* Your objective
Copy out the full listing that comes next, exactly.

* Supplied material
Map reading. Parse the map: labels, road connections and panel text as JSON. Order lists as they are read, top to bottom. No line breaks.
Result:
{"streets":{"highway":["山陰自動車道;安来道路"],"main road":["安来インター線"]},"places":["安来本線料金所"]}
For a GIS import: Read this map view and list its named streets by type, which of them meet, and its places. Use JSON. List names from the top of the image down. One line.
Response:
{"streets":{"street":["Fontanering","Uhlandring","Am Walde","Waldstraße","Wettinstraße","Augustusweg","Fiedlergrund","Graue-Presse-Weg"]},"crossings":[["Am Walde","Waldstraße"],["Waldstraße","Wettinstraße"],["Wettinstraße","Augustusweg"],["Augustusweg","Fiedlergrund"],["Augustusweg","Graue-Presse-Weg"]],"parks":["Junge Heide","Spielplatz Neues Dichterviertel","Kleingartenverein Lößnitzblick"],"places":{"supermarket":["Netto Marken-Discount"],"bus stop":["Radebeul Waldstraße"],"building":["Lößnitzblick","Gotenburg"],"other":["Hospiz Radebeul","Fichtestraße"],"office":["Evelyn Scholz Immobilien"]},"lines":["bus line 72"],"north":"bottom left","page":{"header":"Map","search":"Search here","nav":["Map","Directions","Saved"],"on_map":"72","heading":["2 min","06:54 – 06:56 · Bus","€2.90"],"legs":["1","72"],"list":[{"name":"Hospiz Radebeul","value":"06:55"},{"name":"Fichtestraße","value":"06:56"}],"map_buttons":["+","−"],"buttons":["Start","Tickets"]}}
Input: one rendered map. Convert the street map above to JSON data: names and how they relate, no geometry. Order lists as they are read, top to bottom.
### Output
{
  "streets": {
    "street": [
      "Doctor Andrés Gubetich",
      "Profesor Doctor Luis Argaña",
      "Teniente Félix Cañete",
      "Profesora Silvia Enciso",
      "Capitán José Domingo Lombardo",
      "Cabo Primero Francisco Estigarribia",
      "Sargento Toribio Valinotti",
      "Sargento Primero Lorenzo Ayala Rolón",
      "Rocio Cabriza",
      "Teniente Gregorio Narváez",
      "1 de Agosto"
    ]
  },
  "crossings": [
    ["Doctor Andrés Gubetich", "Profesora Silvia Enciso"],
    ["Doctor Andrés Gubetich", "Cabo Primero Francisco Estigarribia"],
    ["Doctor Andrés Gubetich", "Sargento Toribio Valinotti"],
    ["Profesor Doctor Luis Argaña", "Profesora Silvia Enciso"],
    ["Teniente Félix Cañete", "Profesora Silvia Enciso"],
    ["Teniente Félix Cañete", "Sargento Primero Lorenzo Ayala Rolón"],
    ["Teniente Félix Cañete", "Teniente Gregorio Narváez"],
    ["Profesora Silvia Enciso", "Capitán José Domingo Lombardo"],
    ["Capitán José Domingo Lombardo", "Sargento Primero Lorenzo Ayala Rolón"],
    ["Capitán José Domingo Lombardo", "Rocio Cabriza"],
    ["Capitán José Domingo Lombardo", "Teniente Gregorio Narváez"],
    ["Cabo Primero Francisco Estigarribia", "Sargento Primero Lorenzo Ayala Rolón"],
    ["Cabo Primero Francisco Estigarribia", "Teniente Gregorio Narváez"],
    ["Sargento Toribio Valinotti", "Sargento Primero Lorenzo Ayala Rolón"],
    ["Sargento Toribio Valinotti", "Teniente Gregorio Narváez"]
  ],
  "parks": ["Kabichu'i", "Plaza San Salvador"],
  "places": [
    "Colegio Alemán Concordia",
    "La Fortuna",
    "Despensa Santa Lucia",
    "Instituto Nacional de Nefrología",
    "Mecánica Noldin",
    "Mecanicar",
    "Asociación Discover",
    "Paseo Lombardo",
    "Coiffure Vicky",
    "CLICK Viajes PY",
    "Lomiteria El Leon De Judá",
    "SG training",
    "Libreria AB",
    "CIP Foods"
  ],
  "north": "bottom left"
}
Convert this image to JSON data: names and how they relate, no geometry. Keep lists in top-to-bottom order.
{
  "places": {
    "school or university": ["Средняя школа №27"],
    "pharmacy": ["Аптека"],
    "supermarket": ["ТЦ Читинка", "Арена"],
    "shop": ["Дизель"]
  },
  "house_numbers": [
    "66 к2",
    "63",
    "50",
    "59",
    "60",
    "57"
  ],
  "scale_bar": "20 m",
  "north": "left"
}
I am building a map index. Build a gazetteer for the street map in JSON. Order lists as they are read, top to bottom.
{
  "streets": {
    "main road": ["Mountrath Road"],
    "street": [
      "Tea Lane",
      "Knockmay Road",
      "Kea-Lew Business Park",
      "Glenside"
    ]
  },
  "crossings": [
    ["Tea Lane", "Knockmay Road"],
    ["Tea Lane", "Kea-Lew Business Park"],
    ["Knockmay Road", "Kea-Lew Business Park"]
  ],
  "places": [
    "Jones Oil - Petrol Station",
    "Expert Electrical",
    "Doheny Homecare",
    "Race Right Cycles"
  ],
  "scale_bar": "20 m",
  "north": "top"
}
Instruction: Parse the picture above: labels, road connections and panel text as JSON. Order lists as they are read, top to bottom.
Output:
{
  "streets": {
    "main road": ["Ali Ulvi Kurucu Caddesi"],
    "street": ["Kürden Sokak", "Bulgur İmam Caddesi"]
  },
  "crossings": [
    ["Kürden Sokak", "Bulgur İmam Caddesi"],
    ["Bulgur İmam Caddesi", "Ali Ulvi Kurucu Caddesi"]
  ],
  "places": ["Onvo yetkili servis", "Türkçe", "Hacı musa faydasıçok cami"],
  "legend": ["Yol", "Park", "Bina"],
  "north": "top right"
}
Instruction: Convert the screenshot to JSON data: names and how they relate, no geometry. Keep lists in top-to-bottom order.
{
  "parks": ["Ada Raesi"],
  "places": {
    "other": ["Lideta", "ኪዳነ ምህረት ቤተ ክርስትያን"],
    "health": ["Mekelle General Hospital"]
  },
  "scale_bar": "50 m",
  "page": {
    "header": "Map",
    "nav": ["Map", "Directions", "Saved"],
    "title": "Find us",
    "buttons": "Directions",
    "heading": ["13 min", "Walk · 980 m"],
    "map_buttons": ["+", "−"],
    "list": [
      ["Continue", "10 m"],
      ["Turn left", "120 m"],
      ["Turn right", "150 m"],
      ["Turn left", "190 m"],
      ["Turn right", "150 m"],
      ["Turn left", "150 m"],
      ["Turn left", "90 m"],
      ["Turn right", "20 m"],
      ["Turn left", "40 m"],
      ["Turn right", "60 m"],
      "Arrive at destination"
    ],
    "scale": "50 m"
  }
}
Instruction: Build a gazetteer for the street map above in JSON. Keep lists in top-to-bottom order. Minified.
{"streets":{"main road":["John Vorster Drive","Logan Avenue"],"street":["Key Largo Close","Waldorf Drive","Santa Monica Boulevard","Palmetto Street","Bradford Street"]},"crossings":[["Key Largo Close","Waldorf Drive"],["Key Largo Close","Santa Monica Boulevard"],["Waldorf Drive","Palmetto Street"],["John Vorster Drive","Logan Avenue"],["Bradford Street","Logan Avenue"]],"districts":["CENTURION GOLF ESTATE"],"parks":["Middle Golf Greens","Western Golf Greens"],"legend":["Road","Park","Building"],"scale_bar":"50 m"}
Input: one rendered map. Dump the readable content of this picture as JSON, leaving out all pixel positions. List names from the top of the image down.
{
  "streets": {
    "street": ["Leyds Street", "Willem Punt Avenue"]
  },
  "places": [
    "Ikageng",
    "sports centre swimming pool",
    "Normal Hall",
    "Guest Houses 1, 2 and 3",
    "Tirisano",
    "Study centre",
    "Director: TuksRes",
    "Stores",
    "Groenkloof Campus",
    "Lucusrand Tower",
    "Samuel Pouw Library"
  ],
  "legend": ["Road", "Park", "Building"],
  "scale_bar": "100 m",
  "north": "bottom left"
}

* Answer to this task
Map reading. Parse the map: labels, road connections and panel text as JSON. Order lists as they are read, top to bottom. No line breaks.
Result:
{"streets":{"highway":["山陰自動車道;安来道路"],"main road":["安来インター線"]},"places":["安来本線料金所"]}
For a GIS import: Read this map view and list its named streets by type, which of them meet, and its places. Use JSON. List names from the top of the image down. One line.
Response:
{"streets":{"street":["Fontanering","Uhlandring","Am Walde","Waldstraße","Wettinstraße","Augustusweg","Fiedlergrund","Graue-Presse-Weg"]},"crossings":[["Am Walde","Waldstraße"],["Waldstraße","Wettinstraße"],["Wettinstraße","Augustusweg"],["Augustusweg","Fiedlergrund"],["Augustusweg","Graue-Presse-Weg"]],"parks":["Junge Heide","Spielplatz Neues Dichterviertel","Kleingartenverein Lößnitzblick"],"places":{"supermarket":["Netto Marken-Discount"],"bus stop":["Radebeul Waldstraße"],"building":["Lößnitzblick","Gotenburg"],"other":["Hospiz Radebeul","Fichtestraße"],"office":["Evelyn Scholz Immobilien"]},"lines":["bus line 72"],"north":"bottom left","page":{"header":"Map","search":"Search here","nav":["Map","Directions","Saved"],"on_map":"72","heading":["2 min","06:54 – 06:56 · Bus","€2.90"],"legs":["1","72"],"list":[{"name":"Hospiz Radebeul","value":"06:55"},{"name":"Fichtestraße","value":"06:56"}],"map_buttons":["+","−"],"buttons":["Start","Tickets"]}}
Input: one rendered map. Convert the street map above to JSON data: names and how they relate, no geometry. Order lists as they are read, top to bottom.
### Output
{
  "streets": {
    "street": [
      "Doctor Andrés Gubetich",
      "Profesor Doctor Luis Argaña",
      "Teniente Félix Cañete",
      "Profesora Silvia Enciso",
      "Capitán José Domingo Lombardo",
      "Cabo Primero Francisco Estigarribia",
      "Sargento Toribio Valinotti",
      "Sargento Primero Lorenzo Ayala Rolón",
      "Rocio Cabriza",
      "Teniente Gregorio Narváez",
      "1 de Agosto"
    ]
  },
  "crossings": [
    ["Doctor Andrés Gubetich", "Profesora Silvia Enciso"],
    ["Doctor Andrés Gubetich", "Cabo Primero Francisco Estigarribia"],
    ["Doctor Andrés Gubetich", "Sargento Toribio Valinotti"],
    ["Profesor Doctor Luis Argaña", "Profesora Silvia Enciso"],
    ["Teniente Félix Cañete", "Profesora Silvia Enciso"],
    ["Teniente Félix Cañete", "Sargento Primero Lorenzo Ayala Rolón"],
    ["Teniente Félix Cañete", "Teniente Gregorio Narváez"],
    ["Profesora Silvia Enciso", "Capitán José Domingo Lombardo"],
    ["Capitán José Domingo Lombardo", "Sargento Primero Lorenzo Ayala Rolón"],
    ["Capitán José Domingo Lombardo", "Rocio Cabriza"],
    ["Capitán José Domingo Lombardo", "Teniente Gregorio Narváez"],
    ["Cabo Primero Francisco Estigarribia", "Sargento Primero Lorenzo Ayala Rolón"],
    ["Cabo Primero Francisco Estigarribia", "Teniente Gregorio Narváez"],
    ["Sargento Toribio Valinotti", "Sargento Primero Lorenzo Ayala Rolón"],
    ["Sargento Toribio Valinotti", "Teniente Gregorio Narváez"]
  ],
  "parks": ["Kabichu'i", "Plaza San Salvador"],
  "places": [
    "Colegio Alemán Concordia",
    "La Fortuna",
    "Despensa Santa Lucia",
    "Instituto Nacional de Nefrología",
    "Mecánica Noldin",
    "Mecanicar",
    "Asociación Discover",
    "Paseo Lombardo",
    "Coiffure Vicky",
    "CLICK Viajes PY",
    "Lomiteria El Leon De Judá",
    "SG training",
    "Libreria AB",
    "CIP Foods"
  ],
  "north": "bottom left"
}
Convert this image to JSON data: names and how they relate, no geometry. Keep lists in top-to-bottom order.
{
  "places": {
    "school or university": ["Средняя школа №27"],
    "pharmacy": ["Аптека"],
    "supermarket": ["ТЦ Читинка", "Арена"],
    "shop": ["Дизель"]
  },
  "house_numbers": [
    "66 к2",
    "63",
    "50",
    "59",
    "60",
    "57"
  ],
  "scale_bar": "20 m",
  "north": "left"
}
I am building a map index. Build a gazetteer for the street map in JSON. Order lists as they are read, top to bottom.
{
  "streets": {
    "main road": ["Mountrath Road"],
    "street": [
      "Tea Lane",
      "Knockmay Road",
      "Kea-Lew Business Park",
      "Glenside"
    ]
  },
  "crossings": [
    ["Tea Lane", "Knockmay Road"],
    ["Tea Lane", "Kea-Lew Business Park"],
    ["Knockmay Road", "Kea-Lew Business Park"]
  ],
  "places": [
    "Jones Oil - Petrol Station",
    "Expert Electrical",
    "Doheny Homecare",
    "Race Right Cycles"
  ],
  "scale_bar": "20 m",
  "north": "top"
}
Instruction: Parse the picture above: labels, road connections and panel text as JSON. Order lists as they are read, top to bottom.
Output:
{
  "streets": {
    "main road": ["Ali Ulvi Kurucu Caddesi"],
    "street": ["Kürden Sokak", "Bulgur İmam Caddesi"]
  },
  "crossings": [
    ["Kürden Sokak", "Bulgur İmam Caddesi"],
    ["Bulgur İmam Caddesi", "Ali Ulvi Kurucu Caddesi"]
  ],
  "places": ["Onvo yetkili servis", "Türkçe", "Hacı musa faydasıçok cami"],
  "legend": ["Yol", "Park", "Bina"],
  "north": "top right"
}
Instruction: Convert the screenshot to JSON data: names and how they relate, no geometry. Keep lists in top-to-bottom order.
{
  "parks": ["Ada Raesi"],
  "places": {
    "other": ["Lideta", "ኪዳነ ምህረት ቤተ ክርስትያን"],
    "health": ["Mekelle General Hospital"]
  },
  "scale_bar": "50 m",
  "page": {
    "header": "Map",
    "nav": ["Map", "Directions", "Saved"],
    "title": "Find us",
    "buttons": "Directions",
    "heading": ["13 min", "Walk · 980 m"],
    "map_buttons": ["+", "−"],
    "list": [
      ["Continue", "10 m"],
      ["Turn left", "120 m"],
      ["Turn right", "150 m"],
      ["Turn left", "190 m"],
      ["Turn right", "150 m"],
      ["Turn left", "150 m"],
      ["Turn left", "90 m"],
      ["Turn right", "20 m"],
      ["Turn left", "40 m"],
      ["Turn right", "60 m"],
      "Arrive at destination"
    ],
    "scale": "50 m"
  }
}
Instruction: Build a gazetteer for the street map above in JSON. Keep lists in top-to-bottom order. Minified.
{"streets":{"main road":["John Vorster Drive","Logan Avenue"],"street":["Key Largo Close","Waldorf Drive","Santa Monica Boulevard","Palmetto Street","Bradford Street"]},"crossings":[["Key Largo Close","Waldorf Drive"],["Key Largo Close","Santa Monica Boulevard"],["Waldorf Drive","Palmetto Street"],["John Vorster Drive","Logan Avenue"],["Bradford Street","Logan Avenue"]],"districts":["CENTURION GOLF ESTATE"],"parks":["Middle Golf Greens","Western Golf Greens"],"legend":["Road","Park","Building"],"scale_bar":"50 m"}
Input: one rendered map. Dump the readable content of this picture as JSON, leaving out all pixel positions. List names from the top of the image down.
{
  "streets": {
    "street": ["Leyds Street", "Willem Punt Avenue"]
  },
  "places": [
    "Ikageng",
    "sports centre swimming pool",
    "Normal Hall",
    "Guest Houses 1, 2 and 3",
    "Tirisano",
    "Study centre",
    "Director: TuksRes",
    "Stores",
    "Groenkloof Campus",
    "Lucusrand Tower",
    "Samuel Pouw Library"
  ],
  "legend": ["Road", "Park", "Building"],
  "scale_bar": "100 m",
  "north": "bottom left"
}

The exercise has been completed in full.